▶ **What the task requires**
Beginning with the first line, please repeat the entries exactly and end on the line that contains "Input: one rendered map. Give me a JSON index of the".

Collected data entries
——————————

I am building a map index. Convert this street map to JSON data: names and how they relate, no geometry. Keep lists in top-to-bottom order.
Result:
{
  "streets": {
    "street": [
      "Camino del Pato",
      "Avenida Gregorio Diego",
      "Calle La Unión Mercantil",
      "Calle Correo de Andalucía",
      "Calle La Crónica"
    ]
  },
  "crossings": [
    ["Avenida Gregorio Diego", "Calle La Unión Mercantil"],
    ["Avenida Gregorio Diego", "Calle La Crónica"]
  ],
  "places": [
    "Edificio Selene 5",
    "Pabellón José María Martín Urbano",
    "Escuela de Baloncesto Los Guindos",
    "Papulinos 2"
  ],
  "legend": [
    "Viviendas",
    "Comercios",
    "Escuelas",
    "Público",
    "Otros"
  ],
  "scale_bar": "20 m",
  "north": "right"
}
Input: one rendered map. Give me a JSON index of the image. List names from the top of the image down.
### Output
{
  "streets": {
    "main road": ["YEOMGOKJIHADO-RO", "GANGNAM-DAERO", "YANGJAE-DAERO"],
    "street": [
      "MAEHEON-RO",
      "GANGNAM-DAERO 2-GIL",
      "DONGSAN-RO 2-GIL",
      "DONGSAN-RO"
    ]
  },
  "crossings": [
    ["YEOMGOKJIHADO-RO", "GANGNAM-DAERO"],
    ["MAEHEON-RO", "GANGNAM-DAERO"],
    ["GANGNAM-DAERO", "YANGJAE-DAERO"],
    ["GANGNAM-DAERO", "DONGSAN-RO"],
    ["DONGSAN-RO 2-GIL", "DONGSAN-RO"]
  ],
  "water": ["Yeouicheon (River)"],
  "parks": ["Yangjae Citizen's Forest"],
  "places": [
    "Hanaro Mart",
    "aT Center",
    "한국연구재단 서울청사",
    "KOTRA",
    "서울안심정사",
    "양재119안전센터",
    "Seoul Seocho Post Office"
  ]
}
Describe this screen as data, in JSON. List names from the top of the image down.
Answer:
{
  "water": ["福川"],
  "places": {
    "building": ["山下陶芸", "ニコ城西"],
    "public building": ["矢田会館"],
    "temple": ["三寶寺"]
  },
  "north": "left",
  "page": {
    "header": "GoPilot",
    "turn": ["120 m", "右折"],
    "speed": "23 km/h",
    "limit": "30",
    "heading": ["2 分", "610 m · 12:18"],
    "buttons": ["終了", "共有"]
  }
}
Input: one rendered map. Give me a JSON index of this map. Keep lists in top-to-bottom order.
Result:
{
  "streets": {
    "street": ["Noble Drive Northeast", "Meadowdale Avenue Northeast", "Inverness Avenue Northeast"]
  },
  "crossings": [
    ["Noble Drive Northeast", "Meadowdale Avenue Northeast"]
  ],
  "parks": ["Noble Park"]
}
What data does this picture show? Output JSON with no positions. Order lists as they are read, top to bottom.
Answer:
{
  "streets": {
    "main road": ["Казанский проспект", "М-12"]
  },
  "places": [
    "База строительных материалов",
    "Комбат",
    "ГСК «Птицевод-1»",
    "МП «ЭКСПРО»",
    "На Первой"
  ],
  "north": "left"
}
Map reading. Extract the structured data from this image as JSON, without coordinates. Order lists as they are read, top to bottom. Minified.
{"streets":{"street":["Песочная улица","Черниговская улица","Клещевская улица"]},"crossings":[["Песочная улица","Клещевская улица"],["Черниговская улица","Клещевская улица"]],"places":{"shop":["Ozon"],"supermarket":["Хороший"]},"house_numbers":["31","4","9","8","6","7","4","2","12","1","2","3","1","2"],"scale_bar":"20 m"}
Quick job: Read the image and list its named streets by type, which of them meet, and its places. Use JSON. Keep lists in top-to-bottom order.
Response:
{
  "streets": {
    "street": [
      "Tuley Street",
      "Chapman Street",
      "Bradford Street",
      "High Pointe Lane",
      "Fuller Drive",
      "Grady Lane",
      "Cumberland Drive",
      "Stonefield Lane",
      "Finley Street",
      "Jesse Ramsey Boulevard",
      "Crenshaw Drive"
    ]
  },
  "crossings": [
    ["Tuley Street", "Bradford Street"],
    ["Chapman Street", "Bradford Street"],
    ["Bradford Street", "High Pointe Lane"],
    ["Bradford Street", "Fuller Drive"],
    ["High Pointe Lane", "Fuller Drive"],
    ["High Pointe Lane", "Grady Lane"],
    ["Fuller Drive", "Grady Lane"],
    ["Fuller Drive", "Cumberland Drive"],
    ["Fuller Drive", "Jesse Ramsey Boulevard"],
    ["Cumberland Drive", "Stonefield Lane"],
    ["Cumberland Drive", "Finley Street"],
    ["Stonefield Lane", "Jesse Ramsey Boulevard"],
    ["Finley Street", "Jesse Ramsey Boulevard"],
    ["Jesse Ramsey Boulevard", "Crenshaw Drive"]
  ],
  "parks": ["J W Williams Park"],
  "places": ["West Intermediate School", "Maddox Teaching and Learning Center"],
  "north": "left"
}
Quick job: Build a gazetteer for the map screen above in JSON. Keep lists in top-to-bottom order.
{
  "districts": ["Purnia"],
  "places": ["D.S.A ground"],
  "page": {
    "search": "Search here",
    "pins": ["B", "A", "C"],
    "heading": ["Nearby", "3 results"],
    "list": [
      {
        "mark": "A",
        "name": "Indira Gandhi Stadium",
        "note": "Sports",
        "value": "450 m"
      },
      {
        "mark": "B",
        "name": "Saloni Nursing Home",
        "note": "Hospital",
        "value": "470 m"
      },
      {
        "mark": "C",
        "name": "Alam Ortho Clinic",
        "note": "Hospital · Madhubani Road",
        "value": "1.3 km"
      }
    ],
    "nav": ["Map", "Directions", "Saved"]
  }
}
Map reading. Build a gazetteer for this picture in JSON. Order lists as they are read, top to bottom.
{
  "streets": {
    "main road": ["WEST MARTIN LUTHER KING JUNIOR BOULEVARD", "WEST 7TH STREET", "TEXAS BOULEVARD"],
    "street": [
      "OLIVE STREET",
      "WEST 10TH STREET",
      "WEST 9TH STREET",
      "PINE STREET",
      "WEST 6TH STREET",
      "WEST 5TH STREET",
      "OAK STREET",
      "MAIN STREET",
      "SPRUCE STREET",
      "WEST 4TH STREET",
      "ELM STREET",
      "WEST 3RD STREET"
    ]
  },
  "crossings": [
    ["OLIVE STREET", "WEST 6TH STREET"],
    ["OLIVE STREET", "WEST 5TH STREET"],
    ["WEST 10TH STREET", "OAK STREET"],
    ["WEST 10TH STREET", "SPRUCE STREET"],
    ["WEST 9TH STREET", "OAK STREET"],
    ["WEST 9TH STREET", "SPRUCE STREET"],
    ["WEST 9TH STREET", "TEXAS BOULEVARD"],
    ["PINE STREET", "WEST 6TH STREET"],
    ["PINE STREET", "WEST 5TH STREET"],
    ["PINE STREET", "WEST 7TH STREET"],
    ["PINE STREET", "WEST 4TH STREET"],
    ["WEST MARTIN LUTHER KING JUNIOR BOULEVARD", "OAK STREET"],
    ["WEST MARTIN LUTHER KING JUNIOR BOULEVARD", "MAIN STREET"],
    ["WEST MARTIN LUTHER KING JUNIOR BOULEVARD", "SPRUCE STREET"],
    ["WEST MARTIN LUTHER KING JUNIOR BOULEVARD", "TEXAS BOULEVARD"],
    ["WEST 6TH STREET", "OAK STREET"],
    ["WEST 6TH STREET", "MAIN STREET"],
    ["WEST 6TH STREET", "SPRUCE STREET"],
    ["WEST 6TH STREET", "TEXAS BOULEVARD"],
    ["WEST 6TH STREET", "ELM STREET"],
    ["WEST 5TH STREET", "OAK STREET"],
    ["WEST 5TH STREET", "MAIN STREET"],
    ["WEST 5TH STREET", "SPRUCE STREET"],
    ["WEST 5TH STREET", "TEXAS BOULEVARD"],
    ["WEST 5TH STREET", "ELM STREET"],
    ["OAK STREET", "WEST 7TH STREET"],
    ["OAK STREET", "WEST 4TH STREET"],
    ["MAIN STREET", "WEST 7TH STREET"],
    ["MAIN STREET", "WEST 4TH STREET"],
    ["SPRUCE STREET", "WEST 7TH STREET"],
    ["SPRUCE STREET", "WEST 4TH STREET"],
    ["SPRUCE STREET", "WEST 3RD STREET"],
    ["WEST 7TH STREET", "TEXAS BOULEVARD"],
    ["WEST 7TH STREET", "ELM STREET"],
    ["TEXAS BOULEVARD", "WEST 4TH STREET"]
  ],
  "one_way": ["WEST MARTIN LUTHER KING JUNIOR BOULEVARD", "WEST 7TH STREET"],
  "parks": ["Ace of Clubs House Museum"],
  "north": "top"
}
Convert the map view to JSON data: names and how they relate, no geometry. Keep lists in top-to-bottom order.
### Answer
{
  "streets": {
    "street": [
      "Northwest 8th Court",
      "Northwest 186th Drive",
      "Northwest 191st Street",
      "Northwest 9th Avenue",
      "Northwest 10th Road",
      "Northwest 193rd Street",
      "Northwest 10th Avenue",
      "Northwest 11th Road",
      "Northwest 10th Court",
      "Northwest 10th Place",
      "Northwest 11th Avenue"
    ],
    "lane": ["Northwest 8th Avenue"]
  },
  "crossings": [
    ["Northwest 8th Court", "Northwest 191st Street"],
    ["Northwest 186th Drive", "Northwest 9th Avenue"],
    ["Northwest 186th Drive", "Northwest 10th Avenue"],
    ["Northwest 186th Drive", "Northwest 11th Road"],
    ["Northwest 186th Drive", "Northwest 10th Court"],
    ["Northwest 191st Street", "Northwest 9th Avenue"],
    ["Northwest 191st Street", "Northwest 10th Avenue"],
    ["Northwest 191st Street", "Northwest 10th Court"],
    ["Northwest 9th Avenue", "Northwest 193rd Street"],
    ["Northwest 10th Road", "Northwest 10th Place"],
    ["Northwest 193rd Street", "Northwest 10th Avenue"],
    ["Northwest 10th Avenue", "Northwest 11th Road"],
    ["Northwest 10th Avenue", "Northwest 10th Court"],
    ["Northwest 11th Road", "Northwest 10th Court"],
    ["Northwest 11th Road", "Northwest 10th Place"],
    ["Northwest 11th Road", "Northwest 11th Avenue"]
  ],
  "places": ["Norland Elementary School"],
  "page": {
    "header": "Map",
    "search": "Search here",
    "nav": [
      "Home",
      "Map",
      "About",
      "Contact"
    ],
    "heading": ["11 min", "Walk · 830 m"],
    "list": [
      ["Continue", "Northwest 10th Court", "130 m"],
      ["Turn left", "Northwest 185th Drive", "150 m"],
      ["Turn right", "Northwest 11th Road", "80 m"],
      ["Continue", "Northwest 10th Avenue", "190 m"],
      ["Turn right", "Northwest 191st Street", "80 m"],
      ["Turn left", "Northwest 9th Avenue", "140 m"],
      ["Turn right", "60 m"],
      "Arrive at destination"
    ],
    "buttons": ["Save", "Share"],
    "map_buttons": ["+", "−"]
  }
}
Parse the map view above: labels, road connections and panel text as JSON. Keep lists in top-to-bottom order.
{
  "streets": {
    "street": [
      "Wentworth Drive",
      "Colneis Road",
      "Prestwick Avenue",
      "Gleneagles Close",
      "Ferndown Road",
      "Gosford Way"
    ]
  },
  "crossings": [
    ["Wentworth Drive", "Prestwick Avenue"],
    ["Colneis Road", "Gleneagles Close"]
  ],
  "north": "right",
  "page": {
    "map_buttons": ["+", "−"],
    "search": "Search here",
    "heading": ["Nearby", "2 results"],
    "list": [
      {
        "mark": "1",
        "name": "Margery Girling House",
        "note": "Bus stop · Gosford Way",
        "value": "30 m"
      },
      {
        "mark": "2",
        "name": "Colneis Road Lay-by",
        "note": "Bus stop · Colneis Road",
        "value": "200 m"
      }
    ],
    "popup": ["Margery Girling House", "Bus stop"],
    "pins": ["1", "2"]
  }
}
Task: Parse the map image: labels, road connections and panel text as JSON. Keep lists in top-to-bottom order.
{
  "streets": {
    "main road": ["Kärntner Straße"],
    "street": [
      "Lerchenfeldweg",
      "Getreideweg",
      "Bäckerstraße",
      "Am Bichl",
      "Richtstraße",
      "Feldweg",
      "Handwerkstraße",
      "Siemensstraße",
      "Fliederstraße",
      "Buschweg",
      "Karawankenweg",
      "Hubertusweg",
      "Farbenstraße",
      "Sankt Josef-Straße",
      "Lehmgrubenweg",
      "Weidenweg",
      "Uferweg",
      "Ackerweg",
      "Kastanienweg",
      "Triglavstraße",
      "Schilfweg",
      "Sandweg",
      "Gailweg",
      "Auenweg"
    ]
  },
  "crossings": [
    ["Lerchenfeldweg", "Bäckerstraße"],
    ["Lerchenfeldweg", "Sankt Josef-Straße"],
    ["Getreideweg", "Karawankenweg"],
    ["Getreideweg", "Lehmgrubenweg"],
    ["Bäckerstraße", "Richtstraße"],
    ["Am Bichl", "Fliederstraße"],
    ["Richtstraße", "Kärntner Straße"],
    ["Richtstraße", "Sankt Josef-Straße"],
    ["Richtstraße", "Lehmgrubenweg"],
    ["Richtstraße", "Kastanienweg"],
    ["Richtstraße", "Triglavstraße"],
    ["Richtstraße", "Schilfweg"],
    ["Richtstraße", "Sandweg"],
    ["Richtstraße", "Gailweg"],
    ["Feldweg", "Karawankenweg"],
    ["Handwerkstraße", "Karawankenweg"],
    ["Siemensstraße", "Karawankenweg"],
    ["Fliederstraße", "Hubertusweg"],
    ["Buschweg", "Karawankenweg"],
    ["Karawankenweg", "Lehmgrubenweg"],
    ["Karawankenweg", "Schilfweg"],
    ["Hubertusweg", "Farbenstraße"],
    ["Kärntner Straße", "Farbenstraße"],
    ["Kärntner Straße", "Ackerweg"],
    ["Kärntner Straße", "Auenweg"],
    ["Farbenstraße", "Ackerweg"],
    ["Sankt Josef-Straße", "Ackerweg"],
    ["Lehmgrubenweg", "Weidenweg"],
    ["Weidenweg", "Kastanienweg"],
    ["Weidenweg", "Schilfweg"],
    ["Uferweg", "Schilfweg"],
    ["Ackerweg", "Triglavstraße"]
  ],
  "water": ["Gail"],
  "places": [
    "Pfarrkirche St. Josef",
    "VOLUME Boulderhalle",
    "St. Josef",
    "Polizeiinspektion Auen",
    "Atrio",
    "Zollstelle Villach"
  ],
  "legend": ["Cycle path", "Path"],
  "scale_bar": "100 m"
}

——————————

▶ **Response area**
I am building a map index. Convert this street map to JSON data: names and how they relate, no geometry. Keep lists in top-to-bottom order.
Result:
{
  "streets": {
    "street": [
      "Camino del Pato",
      "Avenida Gregorio Diego",
      "Calle La Unión Mercantil",
      "Calle Correo de Andalucía",
      "Calle La Crónica"
    ]
  },
  "crossings": [
    ["Avenida Gregorio Diego", "Calle La Unión Mercantil"],
    ["Avenida Gregorio Diego", "Calle La Crónica"]
  ],
  "places": [
    "Edificio Selene 5",
    "Pabellón José María Martín Urbano",
    "Escuela de Baloncesto Los Guindos",
    "Papulinos 2"
  ],
  "legend": [
    "Viviendas",
    "Comercios",
    "Escuelas",
    "Público",
    "Otros"
  ],
  "scale_bar": "20 m",
  "north": "right"
}
Input: one rendered map. Give me a JSON index of the image. List names from the top of the image down.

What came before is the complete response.